PROBLEM:
Begin at the line below that has "For a GIS import: Convert" and stop after the line that has "I am building". Please restate only those lines, word for word.

--- GIVEN RECORDS ---

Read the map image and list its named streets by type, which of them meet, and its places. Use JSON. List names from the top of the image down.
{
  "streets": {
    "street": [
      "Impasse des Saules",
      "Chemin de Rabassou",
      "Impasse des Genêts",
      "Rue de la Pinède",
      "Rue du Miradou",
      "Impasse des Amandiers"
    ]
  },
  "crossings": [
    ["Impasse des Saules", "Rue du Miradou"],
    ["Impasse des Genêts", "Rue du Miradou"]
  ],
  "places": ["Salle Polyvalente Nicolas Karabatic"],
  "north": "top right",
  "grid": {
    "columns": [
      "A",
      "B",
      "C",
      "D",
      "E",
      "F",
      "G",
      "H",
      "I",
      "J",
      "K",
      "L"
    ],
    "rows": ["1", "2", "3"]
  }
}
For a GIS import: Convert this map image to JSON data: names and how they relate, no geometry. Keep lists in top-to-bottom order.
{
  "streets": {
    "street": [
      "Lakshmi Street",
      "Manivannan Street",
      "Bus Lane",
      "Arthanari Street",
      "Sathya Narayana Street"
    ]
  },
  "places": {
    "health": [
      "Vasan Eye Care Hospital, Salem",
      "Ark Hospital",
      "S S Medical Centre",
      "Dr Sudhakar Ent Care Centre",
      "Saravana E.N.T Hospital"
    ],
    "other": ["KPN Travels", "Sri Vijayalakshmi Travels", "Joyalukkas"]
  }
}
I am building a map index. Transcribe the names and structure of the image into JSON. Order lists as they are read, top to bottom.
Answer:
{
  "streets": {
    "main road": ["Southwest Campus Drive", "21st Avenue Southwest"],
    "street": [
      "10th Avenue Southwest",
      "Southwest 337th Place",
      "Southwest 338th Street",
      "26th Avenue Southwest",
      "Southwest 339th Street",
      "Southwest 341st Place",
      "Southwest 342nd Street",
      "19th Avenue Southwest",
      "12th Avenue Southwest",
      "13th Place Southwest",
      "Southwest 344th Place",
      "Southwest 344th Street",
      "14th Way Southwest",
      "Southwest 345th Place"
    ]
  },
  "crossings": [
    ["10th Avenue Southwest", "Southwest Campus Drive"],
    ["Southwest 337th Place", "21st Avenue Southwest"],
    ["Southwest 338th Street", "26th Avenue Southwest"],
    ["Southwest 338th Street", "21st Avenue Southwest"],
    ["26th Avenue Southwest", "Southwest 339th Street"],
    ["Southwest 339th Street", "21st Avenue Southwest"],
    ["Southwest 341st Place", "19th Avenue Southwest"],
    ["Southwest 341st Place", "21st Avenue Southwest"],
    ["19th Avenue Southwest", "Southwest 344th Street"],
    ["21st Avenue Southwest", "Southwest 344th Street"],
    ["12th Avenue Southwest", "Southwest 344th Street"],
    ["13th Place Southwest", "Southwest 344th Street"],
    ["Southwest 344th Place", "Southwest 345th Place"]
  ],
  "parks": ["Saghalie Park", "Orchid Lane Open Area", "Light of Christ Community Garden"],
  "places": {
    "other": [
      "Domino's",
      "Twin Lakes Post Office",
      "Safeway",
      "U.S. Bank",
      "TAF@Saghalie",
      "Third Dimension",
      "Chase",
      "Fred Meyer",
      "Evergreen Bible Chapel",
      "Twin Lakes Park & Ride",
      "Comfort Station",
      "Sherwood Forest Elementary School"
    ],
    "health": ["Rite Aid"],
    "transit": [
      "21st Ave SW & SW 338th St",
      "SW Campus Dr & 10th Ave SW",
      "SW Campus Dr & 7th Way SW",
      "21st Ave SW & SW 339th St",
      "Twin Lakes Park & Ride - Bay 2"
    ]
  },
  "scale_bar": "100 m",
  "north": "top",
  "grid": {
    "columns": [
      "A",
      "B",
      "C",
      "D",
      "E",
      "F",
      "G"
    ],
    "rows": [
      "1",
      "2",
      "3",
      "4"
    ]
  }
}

---

RESULT OF THIS EXERCISE:
For a GIS import: Convert this map image to JSON data: names and how they relate, no geometry. Keep lists in top-to-bottom order.
{
  "streets": {
    "street": [
      "Lakshmi Street",
      "Manivannan Street",
      "Bus Lane",
      "Arthanari Street",
      "Sathya Narayana Street"
    ]
  },
  "places": {
    "health": [
      "Vasan Eye Care Hospital, Salem",
      "Ark Hospital",
      "S S Medical Centre",
      "Dr Sudhakar Ent Care Centre",
      "Saravana E.N.T Hospital"
    ],
    "other": ["KPN Travels", "Sri Vijayalakshmi Travels", "Joyalukkas"]
  }
}
I am building a map index. Transcribe the names and structure of the image into JSON. Order lists as they are read, top to bottom.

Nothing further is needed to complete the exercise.